# The task:
Report every line of the records below that contains the word "place".

Dataset entries:
::::

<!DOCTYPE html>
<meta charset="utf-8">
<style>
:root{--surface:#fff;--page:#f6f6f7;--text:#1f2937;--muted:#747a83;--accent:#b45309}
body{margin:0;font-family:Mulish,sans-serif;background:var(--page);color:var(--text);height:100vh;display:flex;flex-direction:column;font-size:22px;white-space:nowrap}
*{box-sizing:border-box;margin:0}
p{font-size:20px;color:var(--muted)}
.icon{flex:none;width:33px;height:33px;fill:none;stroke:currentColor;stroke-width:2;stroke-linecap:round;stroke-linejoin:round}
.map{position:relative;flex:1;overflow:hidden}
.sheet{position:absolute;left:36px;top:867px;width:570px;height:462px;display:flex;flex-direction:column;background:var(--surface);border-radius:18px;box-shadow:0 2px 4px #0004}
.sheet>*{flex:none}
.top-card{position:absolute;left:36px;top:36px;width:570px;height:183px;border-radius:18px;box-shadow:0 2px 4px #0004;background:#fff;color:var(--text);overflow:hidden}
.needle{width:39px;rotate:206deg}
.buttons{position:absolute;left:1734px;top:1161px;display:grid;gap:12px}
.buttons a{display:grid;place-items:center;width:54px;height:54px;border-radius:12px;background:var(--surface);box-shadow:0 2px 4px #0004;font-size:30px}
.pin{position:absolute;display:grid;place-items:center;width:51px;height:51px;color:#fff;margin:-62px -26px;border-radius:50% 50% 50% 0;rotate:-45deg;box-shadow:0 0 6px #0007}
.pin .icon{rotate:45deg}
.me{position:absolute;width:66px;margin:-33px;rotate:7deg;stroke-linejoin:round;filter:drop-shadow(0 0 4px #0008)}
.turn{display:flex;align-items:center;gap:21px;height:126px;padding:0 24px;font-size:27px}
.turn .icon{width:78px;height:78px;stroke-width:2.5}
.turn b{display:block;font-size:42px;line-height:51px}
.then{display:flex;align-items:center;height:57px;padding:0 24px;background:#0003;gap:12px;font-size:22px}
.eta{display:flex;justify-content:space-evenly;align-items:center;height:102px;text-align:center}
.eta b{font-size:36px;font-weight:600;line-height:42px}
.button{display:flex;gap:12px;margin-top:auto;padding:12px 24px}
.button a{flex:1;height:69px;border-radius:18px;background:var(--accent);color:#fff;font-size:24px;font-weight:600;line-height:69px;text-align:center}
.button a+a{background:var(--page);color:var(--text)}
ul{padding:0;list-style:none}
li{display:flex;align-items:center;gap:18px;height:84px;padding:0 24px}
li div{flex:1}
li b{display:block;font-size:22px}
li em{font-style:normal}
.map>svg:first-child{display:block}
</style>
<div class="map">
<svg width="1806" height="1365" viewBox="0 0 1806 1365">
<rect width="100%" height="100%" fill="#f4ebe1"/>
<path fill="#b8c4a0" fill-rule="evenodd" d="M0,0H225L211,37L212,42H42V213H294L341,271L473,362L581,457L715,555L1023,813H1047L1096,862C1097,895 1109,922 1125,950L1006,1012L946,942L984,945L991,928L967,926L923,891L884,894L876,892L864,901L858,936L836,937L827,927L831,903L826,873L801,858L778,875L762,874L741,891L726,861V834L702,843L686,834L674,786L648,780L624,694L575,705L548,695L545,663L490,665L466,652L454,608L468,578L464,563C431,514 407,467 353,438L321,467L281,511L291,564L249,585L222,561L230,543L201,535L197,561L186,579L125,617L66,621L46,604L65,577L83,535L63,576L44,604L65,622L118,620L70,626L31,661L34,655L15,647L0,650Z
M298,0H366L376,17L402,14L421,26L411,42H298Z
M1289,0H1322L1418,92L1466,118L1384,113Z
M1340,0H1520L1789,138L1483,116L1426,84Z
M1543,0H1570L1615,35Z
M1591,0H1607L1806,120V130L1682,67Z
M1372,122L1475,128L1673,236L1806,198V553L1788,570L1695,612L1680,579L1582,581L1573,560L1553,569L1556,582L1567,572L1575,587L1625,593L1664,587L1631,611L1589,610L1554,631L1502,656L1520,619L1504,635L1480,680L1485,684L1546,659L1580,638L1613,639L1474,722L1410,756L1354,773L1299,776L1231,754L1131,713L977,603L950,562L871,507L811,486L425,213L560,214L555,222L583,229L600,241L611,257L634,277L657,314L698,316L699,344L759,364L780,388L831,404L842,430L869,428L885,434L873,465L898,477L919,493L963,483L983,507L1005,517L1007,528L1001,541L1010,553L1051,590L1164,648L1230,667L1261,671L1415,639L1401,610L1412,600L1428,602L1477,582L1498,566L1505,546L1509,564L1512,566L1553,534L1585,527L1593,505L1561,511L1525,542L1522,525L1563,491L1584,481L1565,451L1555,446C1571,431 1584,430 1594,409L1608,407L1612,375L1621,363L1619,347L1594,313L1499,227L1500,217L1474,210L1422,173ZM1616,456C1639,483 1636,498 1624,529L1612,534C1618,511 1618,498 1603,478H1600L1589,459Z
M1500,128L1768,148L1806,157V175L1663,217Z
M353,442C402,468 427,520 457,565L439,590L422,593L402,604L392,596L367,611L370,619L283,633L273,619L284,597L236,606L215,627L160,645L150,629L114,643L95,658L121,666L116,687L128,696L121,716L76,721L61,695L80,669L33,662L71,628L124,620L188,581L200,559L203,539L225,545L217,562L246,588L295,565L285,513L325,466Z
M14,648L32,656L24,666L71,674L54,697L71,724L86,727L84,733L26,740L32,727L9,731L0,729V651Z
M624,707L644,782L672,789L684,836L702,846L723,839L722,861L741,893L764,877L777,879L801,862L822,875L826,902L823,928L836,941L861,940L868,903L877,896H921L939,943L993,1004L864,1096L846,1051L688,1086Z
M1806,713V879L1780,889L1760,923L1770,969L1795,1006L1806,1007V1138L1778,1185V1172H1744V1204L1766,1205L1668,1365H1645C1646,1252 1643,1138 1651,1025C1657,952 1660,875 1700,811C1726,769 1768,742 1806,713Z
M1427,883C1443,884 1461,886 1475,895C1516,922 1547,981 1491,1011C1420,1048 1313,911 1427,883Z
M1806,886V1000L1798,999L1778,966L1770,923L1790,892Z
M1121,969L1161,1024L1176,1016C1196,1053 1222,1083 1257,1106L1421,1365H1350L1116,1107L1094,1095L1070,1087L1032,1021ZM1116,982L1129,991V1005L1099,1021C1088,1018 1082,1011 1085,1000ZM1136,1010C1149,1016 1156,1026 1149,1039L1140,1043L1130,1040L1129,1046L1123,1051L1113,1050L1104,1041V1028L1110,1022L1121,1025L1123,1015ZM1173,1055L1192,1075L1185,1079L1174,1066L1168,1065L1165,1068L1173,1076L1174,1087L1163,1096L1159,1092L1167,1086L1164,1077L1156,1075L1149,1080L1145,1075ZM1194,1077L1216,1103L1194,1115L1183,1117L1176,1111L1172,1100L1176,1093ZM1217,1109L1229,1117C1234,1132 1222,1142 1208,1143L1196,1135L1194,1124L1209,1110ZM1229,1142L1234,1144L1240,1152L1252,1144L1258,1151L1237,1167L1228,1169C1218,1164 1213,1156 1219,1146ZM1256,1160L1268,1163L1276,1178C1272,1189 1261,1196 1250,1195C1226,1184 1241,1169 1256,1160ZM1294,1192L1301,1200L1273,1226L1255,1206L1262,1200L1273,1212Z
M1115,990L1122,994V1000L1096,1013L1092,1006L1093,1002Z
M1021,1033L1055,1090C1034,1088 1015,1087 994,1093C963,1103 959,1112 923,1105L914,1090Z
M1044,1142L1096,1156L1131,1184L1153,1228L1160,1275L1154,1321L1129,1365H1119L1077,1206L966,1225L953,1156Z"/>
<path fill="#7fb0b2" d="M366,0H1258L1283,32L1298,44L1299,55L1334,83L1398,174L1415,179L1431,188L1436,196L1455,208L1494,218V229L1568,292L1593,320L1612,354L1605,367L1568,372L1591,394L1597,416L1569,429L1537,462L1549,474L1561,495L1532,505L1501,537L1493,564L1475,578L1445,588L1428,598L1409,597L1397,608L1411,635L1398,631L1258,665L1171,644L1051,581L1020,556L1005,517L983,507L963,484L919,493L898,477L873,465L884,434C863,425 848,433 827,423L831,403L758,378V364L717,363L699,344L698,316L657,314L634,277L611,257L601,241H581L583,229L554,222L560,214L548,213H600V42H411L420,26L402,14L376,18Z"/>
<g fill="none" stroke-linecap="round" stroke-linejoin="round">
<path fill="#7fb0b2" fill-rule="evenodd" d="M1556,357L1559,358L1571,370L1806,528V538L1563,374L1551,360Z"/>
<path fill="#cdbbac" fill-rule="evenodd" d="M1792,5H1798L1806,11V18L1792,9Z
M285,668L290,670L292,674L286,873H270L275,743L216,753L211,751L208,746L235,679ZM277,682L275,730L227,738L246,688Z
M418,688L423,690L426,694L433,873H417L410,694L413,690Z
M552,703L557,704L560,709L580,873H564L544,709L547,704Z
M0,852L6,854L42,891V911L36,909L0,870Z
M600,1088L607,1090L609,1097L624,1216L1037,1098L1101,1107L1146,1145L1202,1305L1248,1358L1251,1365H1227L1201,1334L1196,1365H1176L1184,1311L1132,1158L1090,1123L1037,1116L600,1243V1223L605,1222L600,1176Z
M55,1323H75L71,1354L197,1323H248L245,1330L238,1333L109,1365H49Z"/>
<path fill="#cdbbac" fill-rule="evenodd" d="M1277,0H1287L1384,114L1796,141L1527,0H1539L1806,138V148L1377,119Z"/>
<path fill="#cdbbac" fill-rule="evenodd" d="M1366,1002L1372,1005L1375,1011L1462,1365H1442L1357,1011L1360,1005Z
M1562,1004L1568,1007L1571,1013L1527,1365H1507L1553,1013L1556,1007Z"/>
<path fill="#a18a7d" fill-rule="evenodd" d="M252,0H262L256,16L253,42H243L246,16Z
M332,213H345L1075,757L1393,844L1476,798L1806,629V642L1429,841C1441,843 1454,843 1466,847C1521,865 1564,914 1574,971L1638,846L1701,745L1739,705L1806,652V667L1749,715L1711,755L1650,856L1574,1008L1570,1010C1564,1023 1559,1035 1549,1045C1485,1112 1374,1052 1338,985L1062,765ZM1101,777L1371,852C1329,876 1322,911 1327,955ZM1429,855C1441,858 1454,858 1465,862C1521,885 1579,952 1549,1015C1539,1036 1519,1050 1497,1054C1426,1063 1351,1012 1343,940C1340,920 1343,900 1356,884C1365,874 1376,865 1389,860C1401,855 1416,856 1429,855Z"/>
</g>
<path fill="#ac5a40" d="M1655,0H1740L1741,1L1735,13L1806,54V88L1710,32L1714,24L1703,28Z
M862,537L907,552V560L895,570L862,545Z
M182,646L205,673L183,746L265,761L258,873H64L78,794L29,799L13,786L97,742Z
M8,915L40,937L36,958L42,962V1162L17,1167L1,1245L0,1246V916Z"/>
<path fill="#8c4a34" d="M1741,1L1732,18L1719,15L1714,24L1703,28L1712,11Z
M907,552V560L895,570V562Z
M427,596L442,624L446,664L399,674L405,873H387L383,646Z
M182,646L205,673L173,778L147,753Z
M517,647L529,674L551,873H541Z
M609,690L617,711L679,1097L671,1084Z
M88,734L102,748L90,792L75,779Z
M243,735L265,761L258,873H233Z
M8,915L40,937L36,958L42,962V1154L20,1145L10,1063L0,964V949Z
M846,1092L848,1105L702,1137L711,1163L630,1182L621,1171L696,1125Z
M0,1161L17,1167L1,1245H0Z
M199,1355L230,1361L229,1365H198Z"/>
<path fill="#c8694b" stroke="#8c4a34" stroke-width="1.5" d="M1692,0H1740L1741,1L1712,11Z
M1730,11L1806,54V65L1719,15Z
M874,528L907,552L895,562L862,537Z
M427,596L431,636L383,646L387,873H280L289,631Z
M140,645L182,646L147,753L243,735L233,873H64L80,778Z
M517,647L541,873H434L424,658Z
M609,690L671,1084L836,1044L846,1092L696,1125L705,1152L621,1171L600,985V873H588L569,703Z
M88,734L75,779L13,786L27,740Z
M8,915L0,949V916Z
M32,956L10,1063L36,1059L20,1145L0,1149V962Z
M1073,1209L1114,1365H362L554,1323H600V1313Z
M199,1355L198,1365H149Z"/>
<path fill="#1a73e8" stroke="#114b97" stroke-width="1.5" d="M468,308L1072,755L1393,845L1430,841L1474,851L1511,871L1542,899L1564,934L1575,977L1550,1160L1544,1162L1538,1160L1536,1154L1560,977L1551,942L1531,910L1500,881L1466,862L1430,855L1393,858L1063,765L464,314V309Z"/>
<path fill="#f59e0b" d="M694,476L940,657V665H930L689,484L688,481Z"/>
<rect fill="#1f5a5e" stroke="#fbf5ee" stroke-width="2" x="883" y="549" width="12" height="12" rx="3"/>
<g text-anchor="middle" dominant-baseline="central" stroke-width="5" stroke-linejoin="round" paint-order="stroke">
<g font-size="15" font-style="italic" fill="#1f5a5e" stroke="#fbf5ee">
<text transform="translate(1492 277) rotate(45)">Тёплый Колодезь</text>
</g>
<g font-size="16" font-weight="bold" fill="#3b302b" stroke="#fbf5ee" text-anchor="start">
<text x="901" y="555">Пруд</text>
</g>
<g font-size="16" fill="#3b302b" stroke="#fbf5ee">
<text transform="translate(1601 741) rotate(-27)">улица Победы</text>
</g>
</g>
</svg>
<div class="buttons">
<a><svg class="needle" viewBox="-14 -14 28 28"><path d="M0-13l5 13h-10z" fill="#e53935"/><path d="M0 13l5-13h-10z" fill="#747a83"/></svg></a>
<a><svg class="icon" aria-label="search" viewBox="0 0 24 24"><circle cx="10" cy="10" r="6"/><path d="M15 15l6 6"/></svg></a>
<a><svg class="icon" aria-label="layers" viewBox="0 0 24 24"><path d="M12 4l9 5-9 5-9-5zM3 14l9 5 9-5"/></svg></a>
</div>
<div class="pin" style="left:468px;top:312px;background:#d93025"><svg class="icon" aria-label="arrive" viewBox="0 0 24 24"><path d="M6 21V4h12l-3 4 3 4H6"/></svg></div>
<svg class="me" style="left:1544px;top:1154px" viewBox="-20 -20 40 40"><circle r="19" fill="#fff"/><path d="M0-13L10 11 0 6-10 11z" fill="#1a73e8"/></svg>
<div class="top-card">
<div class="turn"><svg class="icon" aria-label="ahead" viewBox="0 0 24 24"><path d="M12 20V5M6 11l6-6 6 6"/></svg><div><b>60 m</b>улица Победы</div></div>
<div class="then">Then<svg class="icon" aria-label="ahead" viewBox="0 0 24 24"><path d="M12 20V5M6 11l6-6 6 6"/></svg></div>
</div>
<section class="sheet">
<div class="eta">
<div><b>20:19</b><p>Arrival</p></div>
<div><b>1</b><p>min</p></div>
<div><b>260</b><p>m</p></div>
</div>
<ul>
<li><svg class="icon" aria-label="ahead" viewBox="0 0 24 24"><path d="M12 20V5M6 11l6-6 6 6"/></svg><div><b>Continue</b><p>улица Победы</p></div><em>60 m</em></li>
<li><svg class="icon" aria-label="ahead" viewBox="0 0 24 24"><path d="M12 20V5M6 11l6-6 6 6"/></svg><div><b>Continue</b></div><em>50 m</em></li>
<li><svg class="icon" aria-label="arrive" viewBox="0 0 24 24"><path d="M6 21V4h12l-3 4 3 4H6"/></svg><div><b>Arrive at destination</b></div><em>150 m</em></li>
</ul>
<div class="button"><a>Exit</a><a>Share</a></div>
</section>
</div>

::::

# Response to the exercise:
.buttons a{display:grid;place-items:center;width:54px;height:54px;border-radius:12px;background:var(--surface);box-shadow:0 2px 4px #0004;font-size:30px}
.pin{position:absolute;display:grid;place-items:center;width:51px;height:51px;color:#fff;margin:-62px -26px;border-radius:50% 50% 50% 0;rotate:-45deg;box-shadow:0 0 6px #0007}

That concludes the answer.